_WHAT YOU SHOULD DO:_ Each line of the records below that contains "labels" needs to be copied.

=== DATA EXCERPTS ===

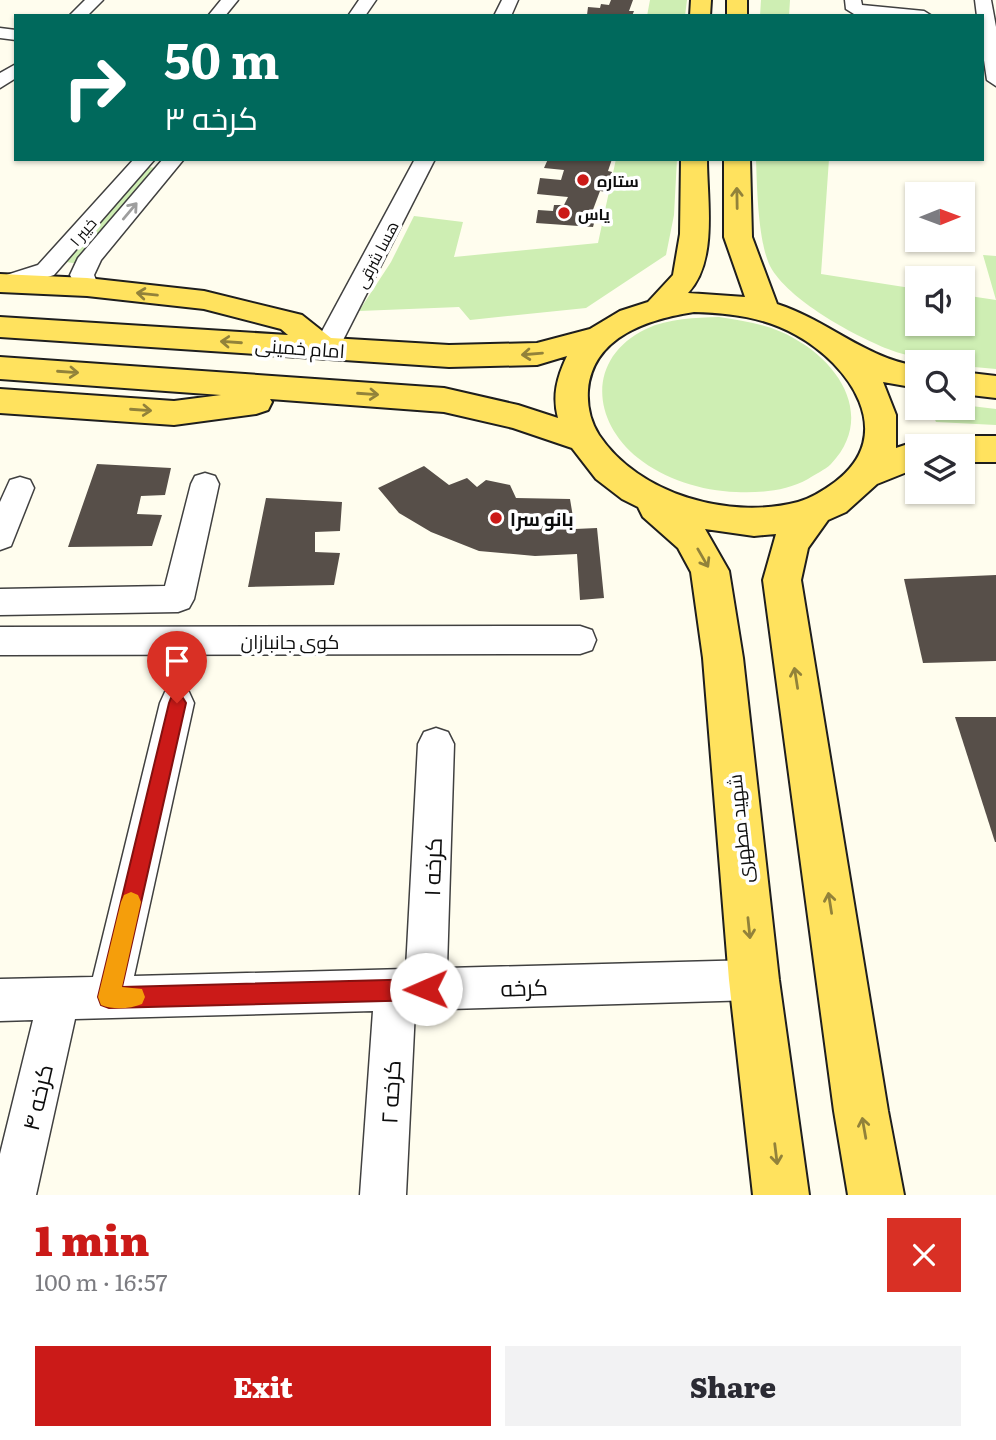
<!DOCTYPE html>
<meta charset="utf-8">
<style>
:root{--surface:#fff;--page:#f2f2f3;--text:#2b2b33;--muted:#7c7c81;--accent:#cb1a18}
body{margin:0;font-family:Literata,Cairo,serif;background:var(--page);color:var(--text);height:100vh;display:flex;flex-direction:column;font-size:26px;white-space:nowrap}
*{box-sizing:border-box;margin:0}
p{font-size:23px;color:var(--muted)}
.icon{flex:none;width:38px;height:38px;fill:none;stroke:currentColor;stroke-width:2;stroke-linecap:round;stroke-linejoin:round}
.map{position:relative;height:1195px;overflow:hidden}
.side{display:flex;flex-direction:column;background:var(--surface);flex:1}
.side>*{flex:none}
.top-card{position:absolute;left:14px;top:14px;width:970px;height:147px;border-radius:0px;box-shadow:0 2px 5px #0004;background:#00695c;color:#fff;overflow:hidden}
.needle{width:46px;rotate:89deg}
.buttons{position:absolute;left:905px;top:182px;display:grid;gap:14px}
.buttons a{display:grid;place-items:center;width:70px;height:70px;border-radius:0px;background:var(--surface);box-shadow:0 2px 5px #0004;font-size:35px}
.pin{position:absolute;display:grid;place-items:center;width:60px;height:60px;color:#fff;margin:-72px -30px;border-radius:50% 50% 50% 0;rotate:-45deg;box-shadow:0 0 7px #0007}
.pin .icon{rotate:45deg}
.me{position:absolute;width:77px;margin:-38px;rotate:269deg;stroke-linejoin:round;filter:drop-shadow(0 0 5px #0008)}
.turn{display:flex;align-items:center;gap:24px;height:147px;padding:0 35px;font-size:32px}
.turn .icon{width:91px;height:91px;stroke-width:2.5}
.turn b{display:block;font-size:49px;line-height:60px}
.round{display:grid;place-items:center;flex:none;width:74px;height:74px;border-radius:0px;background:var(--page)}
.overview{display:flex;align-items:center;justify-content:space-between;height:119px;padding:0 35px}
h1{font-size:42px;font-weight:800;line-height:52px;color:var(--accent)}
.primary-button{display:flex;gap:14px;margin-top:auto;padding:14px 35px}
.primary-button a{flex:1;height:80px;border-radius:0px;background:var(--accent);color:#fff;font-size:28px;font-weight:800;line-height:80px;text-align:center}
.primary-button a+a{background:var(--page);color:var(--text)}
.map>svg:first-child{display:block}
.green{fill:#ceeeb3}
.building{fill:#574f49}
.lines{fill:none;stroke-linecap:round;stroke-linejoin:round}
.minor-casing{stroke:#404040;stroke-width:3}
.major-casing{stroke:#1e1e1e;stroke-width:4}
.minor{fill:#fff;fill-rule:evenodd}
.major{fill:#ffe25e;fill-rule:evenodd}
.oneway{stroke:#92823a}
.oneway2{stroke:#9e9e9e}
.route{fill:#cb1a18;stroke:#841110;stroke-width:2}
.slow{fill:#f59e0b}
.poi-dot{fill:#cb1a18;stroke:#fff;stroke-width:2.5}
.labels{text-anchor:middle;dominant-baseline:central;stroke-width:7;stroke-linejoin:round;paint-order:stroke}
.far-poi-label{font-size:16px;font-weight:bold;fill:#0d0d0d;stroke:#fff;text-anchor:start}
.far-street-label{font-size:16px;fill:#0d0d0d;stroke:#fff}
.street-label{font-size:19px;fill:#0d0d0d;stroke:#fff}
.poi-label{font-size:19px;font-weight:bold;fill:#0d0d0d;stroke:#fff;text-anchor:start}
.near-street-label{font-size:23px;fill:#0d0d0d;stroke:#fff}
</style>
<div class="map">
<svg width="996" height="1195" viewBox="0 0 996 1195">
<rect width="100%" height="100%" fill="#fffdee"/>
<g class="green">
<path d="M650 0H687L685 16H647Z"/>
<path d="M761 0H790L789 16H760Z"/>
<path d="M616 159H677L674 215 666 255 586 308 470 320 459 307 359 311 391 262 414 216 463 222 454 257 598 243Z"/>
<path d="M756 159H829L821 274 917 289V324H962L963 295 996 300 983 255 996 256V369L963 366 962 362C938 362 911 358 888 349 853 335 788 300 770 266 758 241 757 187 756 159Z"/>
<path d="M147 167 158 168 80 264 66 262Z"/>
<path d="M719 317C745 321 772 325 795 339 842 365 874 419 831 464 825 470 815 474 808 479 787 491 760 493 736 492 702 491 664 479 638 458 590 419 588 357 646 329 669 318 695 318 719 317Z"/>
<path d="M963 405 996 409V425L936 422 930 408H962Z"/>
</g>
<g class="building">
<path d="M611 0H633L629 11H634L632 16 587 15 588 7 600 8 601 4 609 5Z"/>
<path d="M548 159H612L608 171 612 172 610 179 605 178 603 183 609 184 607 192 600 191 591 215 596 216 593 227 536 223 538 210 553 211 554 205H564L568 197 537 194 540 178 561 180 564 170 544 168Z"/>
<path d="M97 464 171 468 165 495 141 496 137 514 162 515 152 546 68 547Z"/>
<path d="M424 466 449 485 467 478 477 487 486 480 510 485 516 498 570 499 575 529 597 528 604 598 580 600 577 554 535 556 479 551 431 532 399 513 378 488Z"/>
<path d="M266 498 342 502 340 531 315 532V552L340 553 334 585 248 587Z"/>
<path d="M996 575V661L923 663 904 579Z"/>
<path d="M955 717H996V842H995Z"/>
</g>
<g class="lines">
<g class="minor-casing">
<g id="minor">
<path d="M85 0H103L87 16H69Z"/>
<path d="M221 0H238L225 16H208Z"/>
<path d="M359 0H376L365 16H348Z"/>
<path d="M502 0H518L511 16H494Z"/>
<path d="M845 0H861L862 5 924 11 932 16 854 14 846 9Z"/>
<path d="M975 0H991L996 27V86L987 80 982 47V16H977Z"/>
<path d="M0 28 16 30V40L0 38Z"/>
<path d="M16 64V78L0 88V73Z"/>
<path d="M134 159H155L54 275 6 290 0 289V277L38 265Z"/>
<path d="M163 159H184L101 260 94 275 99 287 95 292 87 295 79 292 70 275 78 258Z"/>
<path d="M415 159H435L339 348 335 354 326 357 317 354 313 348Z"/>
<path d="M205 473 215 476 219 484 194 599 189 608 178 612 0 615V589L165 586 191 484 195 476Z"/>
<path d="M20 477 30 480 34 488 11 546 0 550V502L10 480Z"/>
<path d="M580 626 592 630 596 640 592 650 580 654 0 655V627Z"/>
<path d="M177 688 189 692 194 703 134 976 406 969 418 744 424 732 436 728 448 732 454 744 447 968 754 960 768 966 774 980 768 994 754 1000 415 1010 406 1195H360L373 1011 75 1019 36 1195H0V1154L33 1020 0 1021V979L93 977 160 703 165 692Z"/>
</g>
</g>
<g class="major-casing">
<g id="major">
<path d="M691 0H711L710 16H690Z"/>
<rect x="727" y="0" width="20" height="16"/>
<path d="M681 159H707C707 201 718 261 688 293L745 297 724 237V159H750L752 237 777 304C827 320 865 358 917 366V388L883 382 896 415V448L917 441 930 446H917V468L877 484 846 512 828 520 808 548 801 580 888 1111 904 1195H848L834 1111 763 580 776 534 754 536 705 529 729 571 743 658 779 980 809 1195H753L729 980 703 658 691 572 678 548 643 517 638 507 622 499 596 479 572 448 513 428 444 412 270 399 272 402 268 410 256 414 174 425 0 413V389L174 401 221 395 0 379V357L444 388 518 405 558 418C552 396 557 377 567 356L537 365 449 367 0 337V317L288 335 281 329 204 309 87 296 0 292V274L87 278 204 291 302 315 331 338 449 345 537 343 590 329 620 311 648 302 673 275 680 234ZM694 312C730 313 764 317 796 335 849 364 899 434 835 482 824 490 812 498 798 502 730 520 639 495 599 435 590 421 587 405 588 390 593 336 649 319 694 312Z"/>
<path d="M962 372 996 376V398L962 394Z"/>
<path d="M962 436H996V462H962V446H947L950 440Z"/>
</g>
</g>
<use href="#minor" class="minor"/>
<use href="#major" class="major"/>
</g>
<defs><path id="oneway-shaft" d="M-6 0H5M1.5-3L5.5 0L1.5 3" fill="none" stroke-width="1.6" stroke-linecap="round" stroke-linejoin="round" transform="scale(1.75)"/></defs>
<g class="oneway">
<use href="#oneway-shaft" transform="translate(737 198) rotate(-91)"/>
<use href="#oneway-shaft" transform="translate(147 294) rotate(-174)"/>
<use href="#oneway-shaft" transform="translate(231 342) rotate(-176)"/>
<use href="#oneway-shaft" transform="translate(532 354) rotate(175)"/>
<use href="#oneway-shaft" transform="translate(68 372) rotate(4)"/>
<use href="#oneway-shaft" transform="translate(368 394) rotate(4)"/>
<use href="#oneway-shaft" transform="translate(141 410) rotate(4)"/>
<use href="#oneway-shaft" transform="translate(703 558) rotate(60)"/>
<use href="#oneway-shaft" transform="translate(796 678) rotate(-99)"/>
<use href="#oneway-shaft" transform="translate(830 903) rotate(-99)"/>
<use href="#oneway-shaft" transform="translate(749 928) rotate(84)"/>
<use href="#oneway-shaft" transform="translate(864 1128) rotate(-100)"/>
<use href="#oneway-shaft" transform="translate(776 1154) rotate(83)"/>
</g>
<use class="oneway2" href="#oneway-shaft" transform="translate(130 211) rotate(-50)"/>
<path class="route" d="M177 695 183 698 186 703 122 987 426 979 434 982 437 989 434 997 426 1000 109 1008 101 1005 98 997 169 703 171 698Z"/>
<path class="slow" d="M131 892 138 895 141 902 122 987 142 989 145 997 142 1004C130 1009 113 1010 101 1005L98 997 121 902 124 895Z"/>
<g class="poi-dot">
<circle cx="583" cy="180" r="7"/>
<circle cx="564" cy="213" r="7"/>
<circle cx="496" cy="518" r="7"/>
</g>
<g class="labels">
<g class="far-poi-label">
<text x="597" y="180">ستاره</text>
<text x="578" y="213">یاس</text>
</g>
<g class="far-street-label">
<text transform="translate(82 231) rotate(-49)">خیبر ۱</text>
<text transform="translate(376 254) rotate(-62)">هسا شرقی</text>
</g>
<g class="street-label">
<text transform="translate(300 347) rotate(4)">امام خمینی</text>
<text x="290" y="641">کوی جانبازان</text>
<text transform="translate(739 829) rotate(-96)">شهید مطهری</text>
</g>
<g class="poi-label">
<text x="510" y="518">بانو سرا</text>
</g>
<g class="near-street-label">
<text transform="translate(431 867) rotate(-88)">کرخه ۱</text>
<text transform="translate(524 986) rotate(-2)">کرخه</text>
<text transform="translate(389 1092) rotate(-87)">کرخه ۲</text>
<text transform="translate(36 1097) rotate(-77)">کرخه ۴</text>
</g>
</g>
</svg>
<div class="buttons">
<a><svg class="needle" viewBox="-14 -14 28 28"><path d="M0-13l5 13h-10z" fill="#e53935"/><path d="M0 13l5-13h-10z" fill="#7c7c81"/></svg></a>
<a><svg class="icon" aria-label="sound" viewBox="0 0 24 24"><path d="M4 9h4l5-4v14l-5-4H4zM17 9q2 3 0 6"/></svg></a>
<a><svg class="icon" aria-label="search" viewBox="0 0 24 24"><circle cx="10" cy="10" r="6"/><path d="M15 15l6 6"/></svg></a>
<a><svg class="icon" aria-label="layers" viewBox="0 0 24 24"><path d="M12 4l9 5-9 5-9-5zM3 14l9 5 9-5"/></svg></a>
</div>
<div class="pin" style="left:177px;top:703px;background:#d93025"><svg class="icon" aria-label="arrive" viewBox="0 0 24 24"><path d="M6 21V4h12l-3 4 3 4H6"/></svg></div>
<svg class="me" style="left:426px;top:989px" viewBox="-20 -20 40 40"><circle r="19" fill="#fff"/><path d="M0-13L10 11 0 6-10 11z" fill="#cb1a18"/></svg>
<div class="top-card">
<div class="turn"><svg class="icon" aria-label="right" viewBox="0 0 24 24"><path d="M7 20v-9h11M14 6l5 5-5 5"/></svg><div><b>50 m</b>کرخه ۳</div></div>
</div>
</div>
<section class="side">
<div class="overview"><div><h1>1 min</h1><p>100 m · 16:57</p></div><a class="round" style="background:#d93025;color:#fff"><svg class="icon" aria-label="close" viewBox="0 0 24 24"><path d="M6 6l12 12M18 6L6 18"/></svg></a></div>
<div class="primary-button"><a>Exit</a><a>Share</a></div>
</section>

===

_RESPONSE TO THIS EXERCISE:_
.labels{text-anchor:middle;dominant-baseline:central;stroke-width:7;stroke-linejoin:round;paint-order:stroke}
<g class="labels">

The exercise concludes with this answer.